- **Requirement**: In the data below, find the line containing "Where are the"; transcribe it and each line after it exactly, through the last, skipping pictures.

- **Data records**:
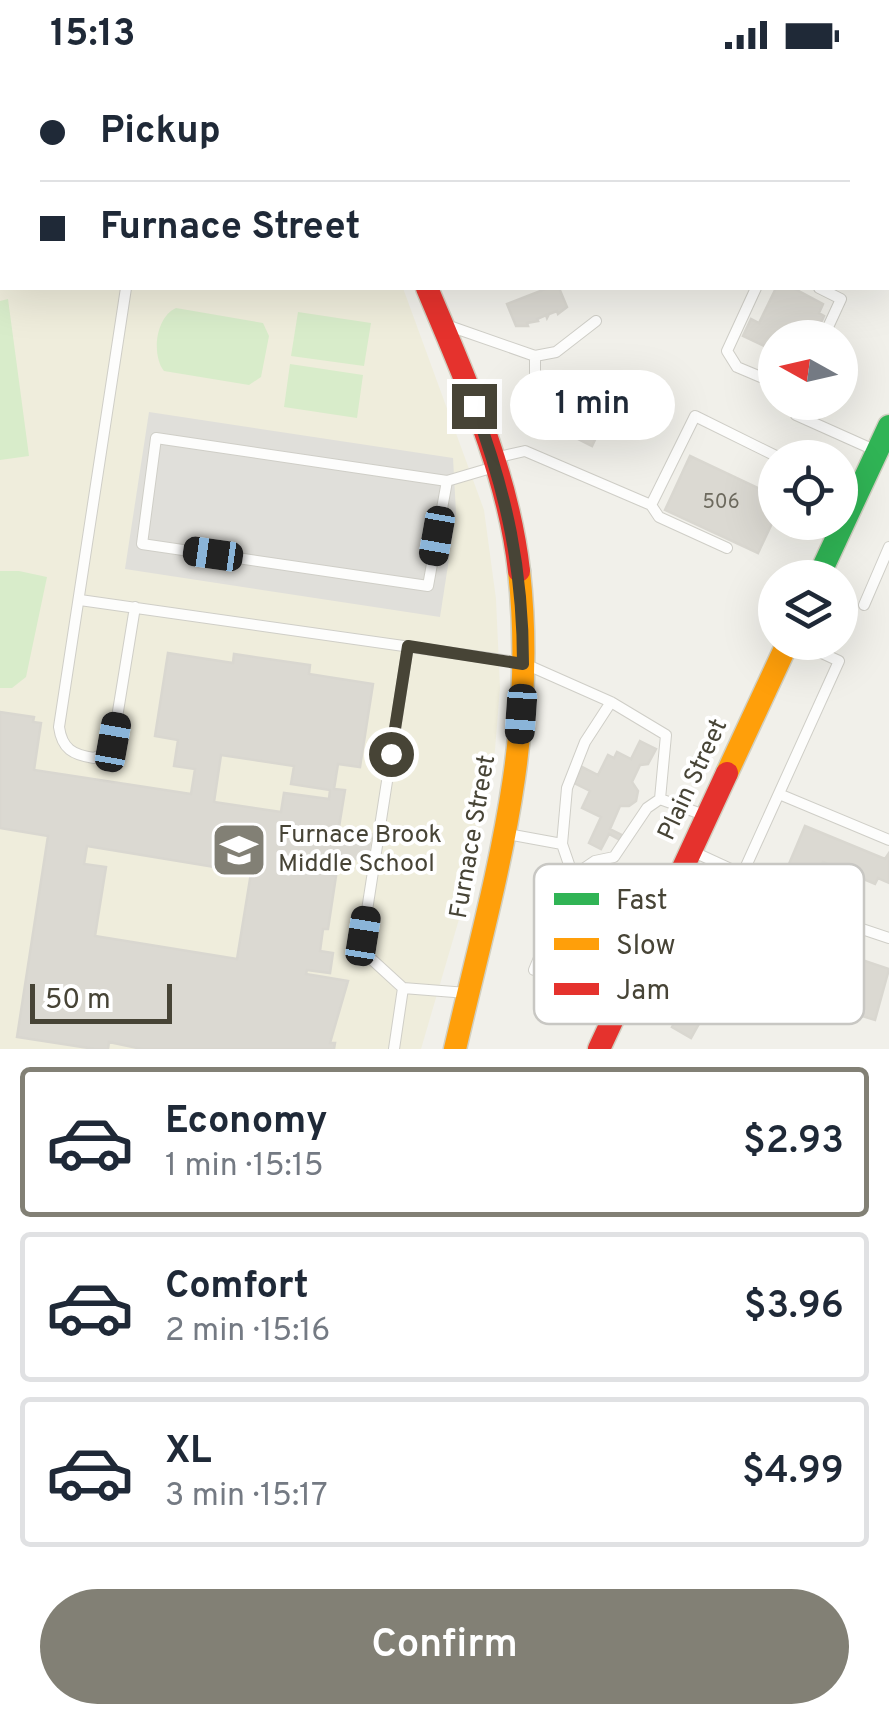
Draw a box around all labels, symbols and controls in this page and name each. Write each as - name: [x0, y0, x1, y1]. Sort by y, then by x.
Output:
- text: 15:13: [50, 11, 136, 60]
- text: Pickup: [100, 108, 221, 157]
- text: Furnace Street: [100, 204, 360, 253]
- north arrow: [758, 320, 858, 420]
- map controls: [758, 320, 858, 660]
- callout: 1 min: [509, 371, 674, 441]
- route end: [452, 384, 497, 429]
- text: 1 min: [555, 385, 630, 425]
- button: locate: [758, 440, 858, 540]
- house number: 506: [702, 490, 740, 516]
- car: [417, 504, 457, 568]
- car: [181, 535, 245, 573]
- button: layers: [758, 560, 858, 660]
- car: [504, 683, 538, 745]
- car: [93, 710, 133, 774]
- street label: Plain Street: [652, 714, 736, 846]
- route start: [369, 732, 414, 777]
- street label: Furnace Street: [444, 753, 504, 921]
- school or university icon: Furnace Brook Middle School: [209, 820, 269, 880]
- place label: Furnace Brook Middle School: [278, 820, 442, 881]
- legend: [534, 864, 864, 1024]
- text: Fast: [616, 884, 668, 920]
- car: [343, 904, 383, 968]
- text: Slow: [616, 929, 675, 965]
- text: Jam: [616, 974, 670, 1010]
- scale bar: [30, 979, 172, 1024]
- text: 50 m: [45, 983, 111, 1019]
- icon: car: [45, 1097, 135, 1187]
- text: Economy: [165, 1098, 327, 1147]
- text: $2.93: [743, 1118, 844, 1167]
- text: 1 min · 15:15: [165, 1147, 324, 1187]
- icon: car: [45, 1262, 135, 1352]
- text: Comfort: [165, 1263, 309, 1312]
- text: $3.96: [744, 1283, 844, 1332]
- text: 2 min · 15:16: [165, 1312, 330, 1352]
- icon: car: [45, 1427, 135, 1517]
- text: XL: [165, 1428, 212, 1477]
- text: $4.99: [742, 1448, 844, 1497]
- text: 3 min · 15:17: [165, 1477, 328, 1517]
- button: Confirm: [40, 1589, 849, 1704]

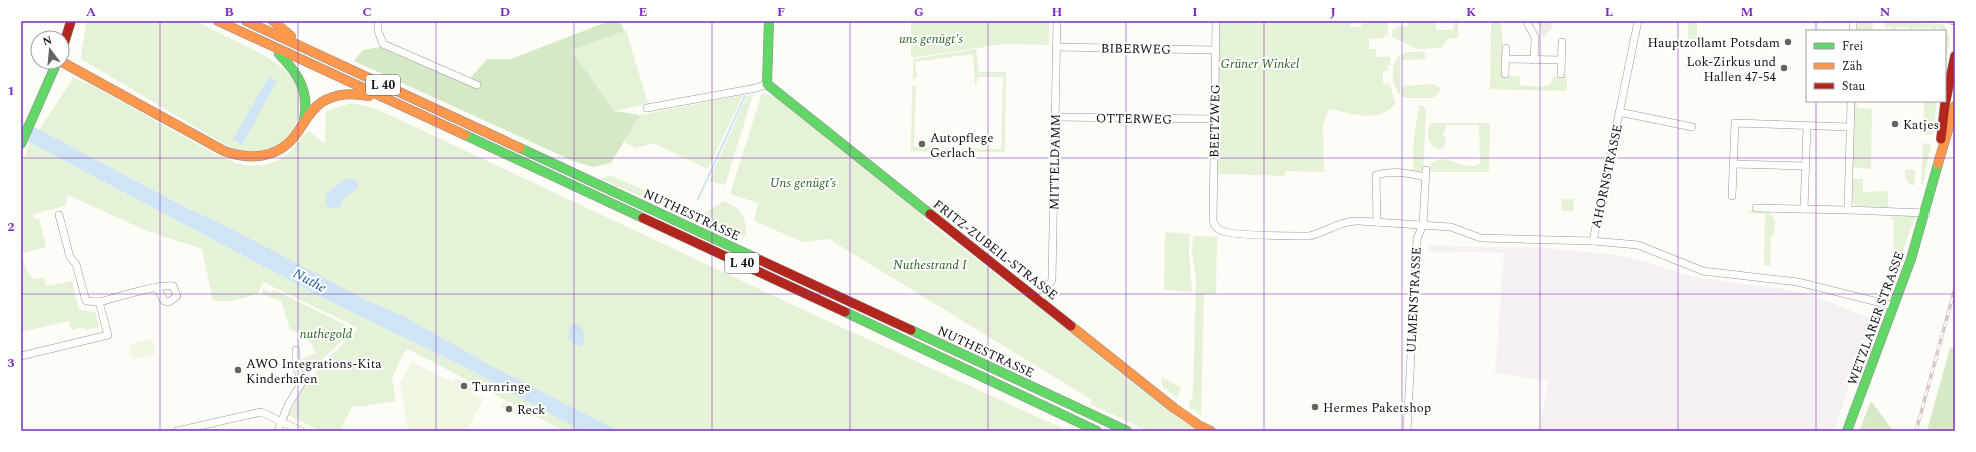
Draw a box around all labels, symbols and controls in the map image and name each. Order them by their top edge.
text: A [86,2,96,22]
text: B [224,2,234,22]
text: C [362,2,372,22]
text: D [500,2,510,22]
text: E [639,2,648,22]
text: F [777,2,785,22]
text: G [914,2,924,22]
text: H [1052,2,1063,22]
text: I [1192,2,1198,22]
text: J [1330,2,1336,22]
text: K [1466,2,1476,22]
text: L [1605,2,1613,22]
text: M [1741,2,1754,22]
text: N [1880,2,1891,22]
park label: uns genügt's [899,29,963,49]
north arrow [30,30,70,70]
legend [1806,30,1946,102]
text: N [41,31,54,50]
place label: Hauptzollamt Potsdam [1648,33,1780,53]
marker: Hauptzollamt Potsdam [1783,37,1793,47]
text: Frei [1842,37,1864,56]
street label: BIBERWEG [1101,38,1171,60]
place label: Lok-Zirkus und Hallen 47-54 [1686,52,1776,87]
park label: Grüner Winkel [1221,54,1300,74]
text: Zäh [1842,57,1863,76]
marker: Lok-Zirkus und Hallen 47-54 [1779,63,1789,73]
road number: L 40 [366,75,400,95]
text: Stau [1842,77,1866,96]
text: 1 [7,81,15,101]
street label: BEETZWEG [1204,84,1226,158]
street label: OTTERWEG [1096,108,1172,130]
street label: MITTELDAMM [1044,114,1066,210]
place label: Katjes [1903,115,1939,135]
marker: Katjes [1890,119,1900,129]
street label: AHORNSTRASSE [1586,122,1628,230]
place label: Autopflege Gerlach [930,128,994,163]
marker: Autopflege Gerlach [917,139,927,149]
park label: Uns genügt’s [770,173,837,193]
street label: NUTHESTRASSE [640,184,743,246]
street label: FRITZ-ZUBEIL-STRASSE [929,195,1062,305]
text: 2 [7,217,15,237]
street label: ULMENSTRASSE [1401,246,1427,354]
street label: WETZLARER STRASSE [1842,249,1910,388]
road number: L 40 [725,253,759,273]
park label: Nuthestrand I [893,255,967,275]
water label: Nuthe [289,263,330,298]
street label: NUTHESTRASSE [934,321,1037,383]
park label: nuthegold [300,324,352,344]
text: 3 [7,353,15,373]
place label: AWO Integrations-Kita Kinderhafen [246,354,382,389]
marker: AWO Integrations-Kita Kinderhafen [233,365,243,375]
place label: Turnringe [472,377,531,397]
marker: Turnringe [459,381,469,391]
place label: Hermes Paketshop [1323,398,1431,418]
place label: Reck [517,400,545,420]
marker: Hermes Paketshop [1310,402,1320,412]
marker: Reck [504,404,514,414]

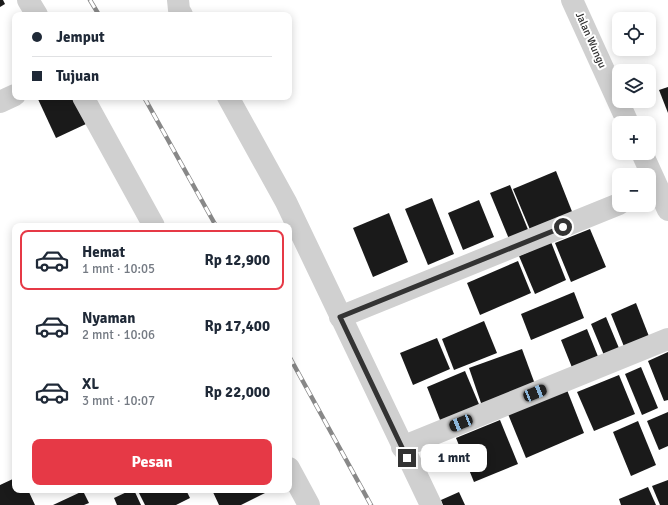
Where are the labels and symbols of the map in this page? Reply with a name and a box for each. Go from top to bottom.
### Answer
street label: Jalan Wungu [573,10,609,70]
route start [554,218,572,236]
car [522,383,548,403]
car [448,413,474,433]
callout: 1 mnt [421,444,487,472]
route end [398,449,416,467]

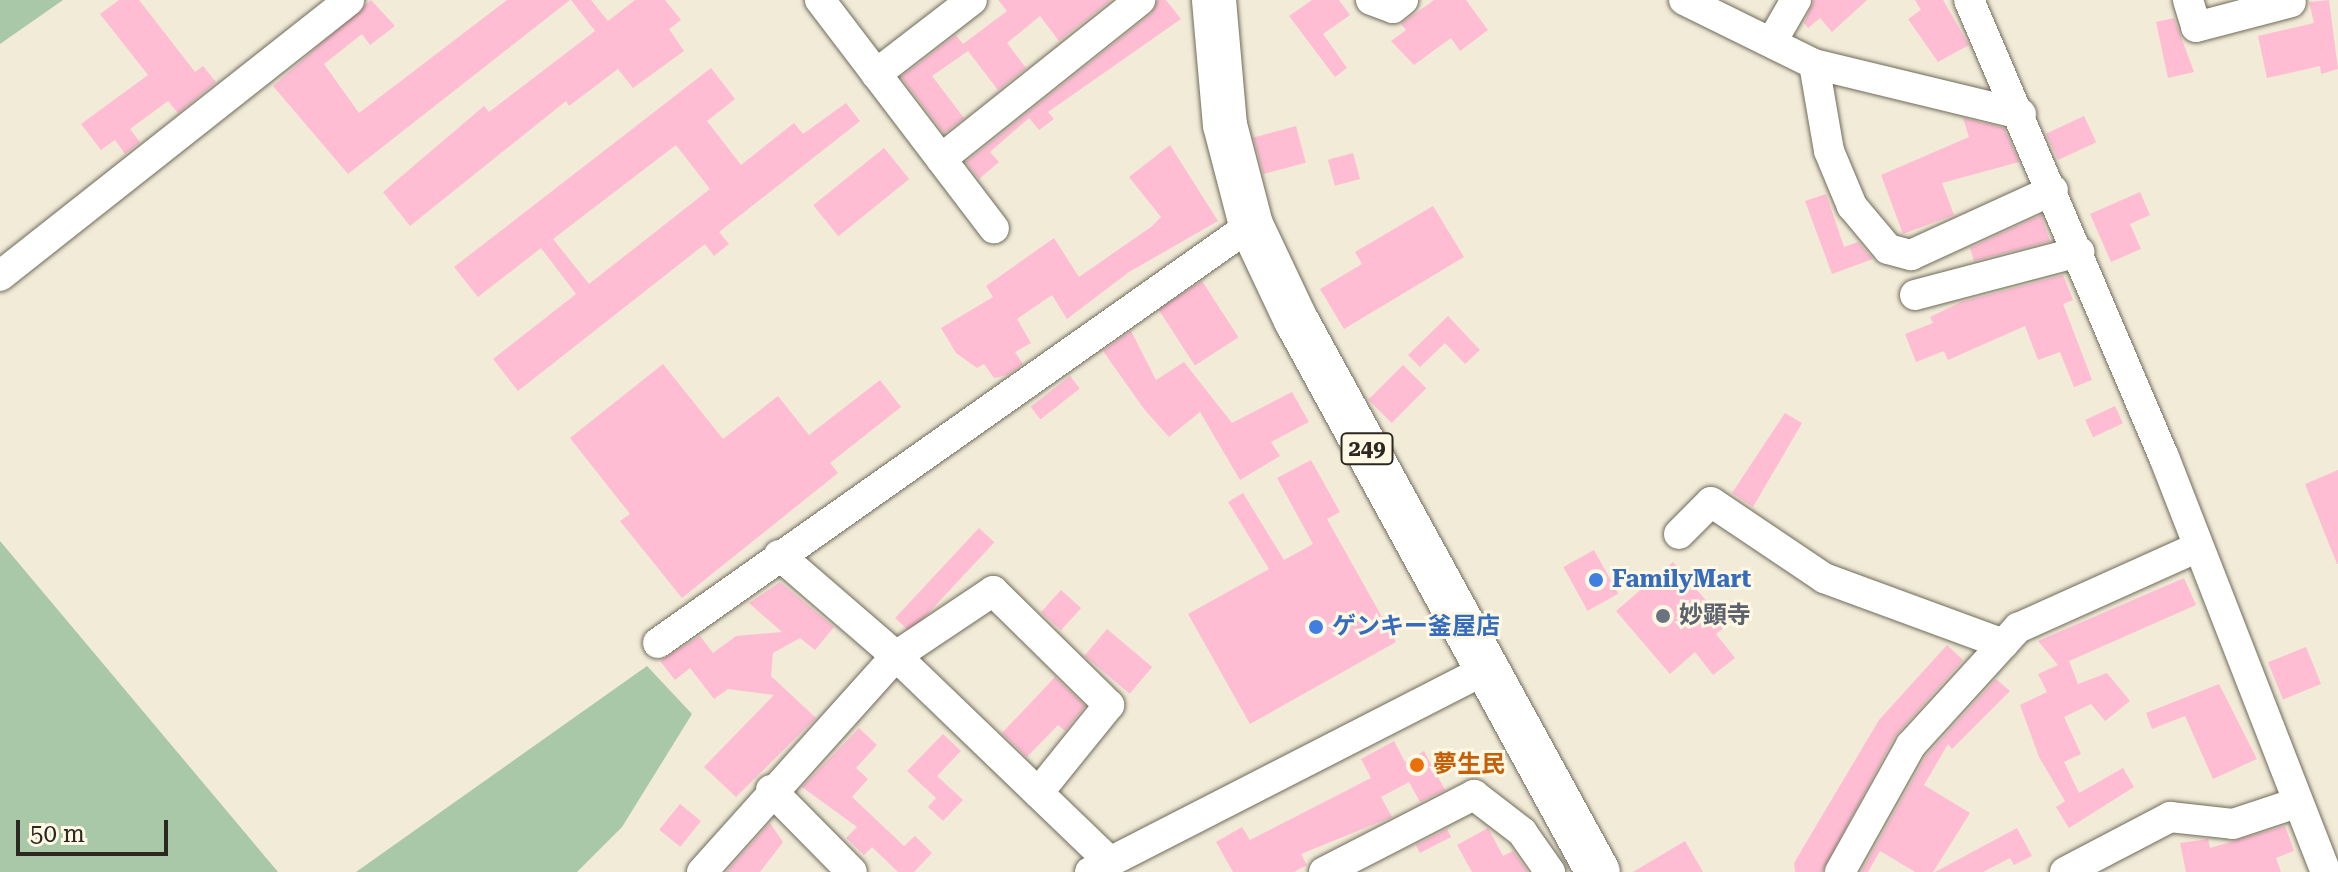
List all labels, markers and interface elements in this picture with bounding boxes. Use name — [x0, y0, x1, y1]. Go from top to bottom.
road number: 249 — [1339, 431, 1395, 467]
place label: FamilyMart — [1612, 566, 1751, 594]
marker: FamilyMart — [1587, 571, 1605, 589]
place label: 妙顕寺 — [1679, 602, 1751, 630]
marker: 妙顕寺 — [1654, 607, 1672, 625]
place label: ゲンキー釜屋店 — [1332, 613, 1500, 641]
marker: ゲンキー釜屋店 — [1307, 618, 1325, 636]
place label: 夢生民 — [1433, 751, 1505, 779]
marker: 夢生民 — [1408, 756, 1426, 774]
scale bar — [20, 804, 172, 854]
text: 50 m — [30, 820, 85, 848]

- **Response**:
Where are the labels and symbols of the map in this page? Reply with a name and a box for each. Go from top to bottom.
### Answer
street label: Jalan Wungu [573,10,609,70]
route start [554,218,572,236]
car [522,383,548,403]
car [448,413,474,433]
callout: 1 mnt [421,444,487,472]
route end [398,449,416,467]

List all labels, markers and interface elements in this picture with bounding boxes. Use name — [x0, y0, x1, y1]. Go from top to bottom.
road number: 249 — [1339, 431, 1395, 467]
place label: FamilyMart — [1612, 566, 1751, 594]
marker: FamilyMart — [1587, 571, 1605, 589]
place label: 妙顕寺 — [1679, 602, 1751, 630]
marker: 妙顕寺 — [1654, 607, 1672, 625]
place label: ゲンキー釜屋店 — [1332, 613, 1500, 641]
marker: ゲンキー釜屋店 — [1307, 618, 1325, 636]
place label: 夢生民 — [1433, 751, 1505, 779]
marker: 夢生民 — [1408, 756, 1426, 774]
scale bar — [20, 804, 172, 854]
text: 50 m — [30, 820, 85, 848]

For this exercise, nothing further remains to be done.